From the records below, take each line where the string "markers" shows up and copy it.

━━ Excerpted data ━━

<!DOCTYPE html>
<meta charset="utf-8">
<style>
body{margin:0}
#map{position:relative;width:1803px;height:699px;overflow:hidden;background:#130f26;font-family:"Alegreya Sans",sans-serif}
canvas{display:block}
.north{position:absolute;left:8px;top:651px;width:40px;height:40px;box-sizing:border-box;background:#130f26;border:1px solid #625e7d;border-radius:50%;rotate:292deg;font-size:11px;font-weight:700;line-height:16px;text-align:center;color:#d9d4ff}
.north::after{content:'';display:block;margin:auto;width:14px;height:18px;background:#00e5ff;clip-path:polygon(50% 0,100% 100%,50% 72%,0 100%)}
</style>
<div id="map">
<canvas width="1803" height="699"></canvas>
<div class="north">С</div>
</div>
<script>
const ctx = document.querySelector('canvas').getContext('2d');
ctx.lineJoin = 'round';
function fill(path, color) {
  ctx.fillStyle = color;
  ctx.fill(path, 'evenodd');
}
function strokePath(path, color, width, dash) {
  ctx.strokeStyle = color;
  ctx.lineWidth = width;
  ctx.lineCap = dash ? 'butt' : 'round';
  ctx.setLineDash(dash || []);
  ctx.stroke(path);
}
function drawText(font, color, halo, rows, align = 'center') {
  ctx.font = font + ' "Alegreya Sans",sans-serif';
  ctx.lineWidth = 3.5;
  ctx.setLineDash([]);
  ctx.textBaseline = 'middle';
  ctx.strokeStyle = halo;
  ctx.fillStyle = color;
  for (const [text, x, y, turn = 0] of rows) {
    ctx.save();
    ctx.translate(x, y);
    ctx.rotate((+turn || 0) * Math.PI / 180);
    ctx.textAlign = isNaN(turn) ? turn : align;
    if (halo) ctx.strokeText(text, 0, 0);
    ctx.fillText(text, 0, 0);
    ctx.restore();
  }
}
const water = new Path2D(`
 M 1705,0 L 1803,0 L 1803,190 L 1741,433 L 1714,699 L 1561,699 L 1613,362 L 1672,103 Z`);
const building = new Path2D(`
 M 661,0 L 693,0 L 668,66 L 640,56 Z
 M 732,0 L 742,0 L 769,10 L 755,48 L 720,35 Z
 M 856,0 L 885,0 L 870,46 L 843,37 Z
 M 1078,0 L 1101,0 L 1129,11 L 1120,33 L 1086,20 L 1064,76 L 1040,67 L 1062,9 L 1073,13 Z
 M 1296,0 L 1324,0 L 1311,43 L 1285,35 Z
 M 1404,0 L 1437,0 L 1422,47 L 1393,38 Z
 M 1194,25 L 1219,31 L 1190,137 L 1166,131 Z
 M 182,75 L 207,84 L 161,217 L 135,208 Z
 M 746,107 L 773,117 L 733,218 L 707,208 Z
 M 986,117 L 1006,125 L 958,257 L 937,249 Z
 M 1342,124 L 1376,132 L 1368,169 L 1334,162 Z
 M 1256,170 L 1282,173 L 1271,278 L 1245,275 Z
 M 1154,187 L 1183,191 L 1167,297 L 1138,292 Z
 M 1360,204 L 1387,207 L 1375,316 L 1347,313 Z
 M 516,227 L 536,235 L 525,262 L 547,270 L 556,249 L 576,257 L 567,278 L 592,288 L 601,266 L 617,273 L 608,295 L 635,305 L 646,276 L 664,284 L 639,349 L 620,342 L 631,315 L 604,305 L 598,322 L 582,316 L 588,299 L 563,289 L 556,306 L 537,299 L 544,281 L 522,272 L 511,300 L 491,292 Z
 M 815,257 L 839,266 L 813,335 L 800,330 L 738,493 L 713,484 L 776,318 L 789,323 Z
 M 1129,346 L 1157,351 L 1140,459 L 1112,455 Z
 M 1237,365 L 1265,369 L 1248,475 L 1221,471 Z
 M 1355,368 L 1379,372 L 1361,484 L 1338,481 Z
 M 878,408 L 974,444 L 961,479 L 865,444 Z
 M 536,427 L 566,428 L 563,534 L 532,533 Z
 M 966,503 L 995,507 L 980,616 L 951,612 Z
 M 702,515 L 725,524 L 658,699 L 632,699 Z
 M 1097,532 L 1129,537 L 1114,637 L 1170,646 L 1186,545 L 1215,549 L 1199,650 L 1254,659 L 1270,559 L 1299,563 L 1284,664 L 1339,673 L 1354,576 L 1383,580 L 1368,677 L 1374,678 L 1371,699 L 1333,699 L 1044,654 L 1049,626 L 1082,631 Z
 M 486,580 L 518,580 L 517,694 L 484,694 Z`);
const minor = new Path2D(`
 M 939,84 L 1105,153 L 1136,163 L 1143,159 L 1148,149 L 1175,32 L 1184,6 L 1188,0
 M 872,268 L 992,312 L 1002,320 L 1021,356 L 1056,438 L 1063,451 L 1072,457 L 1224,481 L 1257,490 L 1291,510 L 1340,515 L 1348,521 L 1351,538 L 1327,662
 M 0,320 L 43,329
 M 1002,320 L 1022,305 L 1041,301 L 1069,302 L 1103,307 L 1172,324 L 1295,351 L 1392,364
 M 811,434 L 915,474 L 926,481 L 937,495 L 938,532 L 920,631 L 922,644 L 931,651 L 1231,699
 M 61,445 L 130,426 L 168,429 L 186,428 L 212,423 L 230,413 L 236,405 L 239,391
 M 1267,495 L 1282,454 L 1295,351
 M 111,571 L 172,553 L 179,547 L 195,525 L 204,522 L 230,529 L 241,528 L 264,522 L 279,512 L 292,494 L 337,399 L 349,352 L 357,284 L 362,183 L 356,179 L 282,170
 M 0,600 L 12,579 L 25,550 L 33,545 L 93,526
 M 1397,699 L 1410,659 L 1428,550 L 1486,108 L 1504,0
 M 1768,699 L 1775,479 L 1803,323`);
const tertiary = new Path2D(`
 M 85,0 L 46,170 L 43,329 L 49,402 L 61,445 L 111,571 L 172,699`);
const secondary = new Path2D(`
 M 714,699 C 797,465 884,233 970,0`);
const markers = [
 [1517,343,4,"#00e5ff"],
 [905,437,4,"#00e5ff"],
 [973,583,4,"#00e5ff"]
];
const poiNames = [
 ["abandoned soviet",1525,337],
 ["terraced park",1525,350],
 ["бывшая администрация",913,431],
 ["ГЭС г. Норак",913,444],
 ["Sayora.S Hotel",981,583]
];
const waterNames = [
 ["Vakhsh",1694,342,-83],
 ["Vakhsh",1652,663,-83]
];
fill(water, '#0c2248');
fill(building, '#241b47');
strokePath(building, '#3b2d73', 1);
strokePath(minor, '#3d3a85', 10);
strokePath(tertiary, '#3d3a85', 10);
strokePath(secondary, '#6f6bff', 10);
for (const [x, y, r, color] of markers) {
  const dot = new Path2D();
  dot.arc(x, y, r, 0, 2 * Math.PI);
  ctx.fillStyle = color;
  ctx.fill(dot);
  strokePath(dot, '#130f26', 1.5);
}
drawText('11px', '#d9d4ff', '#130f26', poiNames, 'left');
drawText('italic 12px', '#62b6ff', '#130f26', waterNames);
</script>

━━━

• [Reply to the exercise]
const markers = [
for (const [x, y, r, color] of markers) {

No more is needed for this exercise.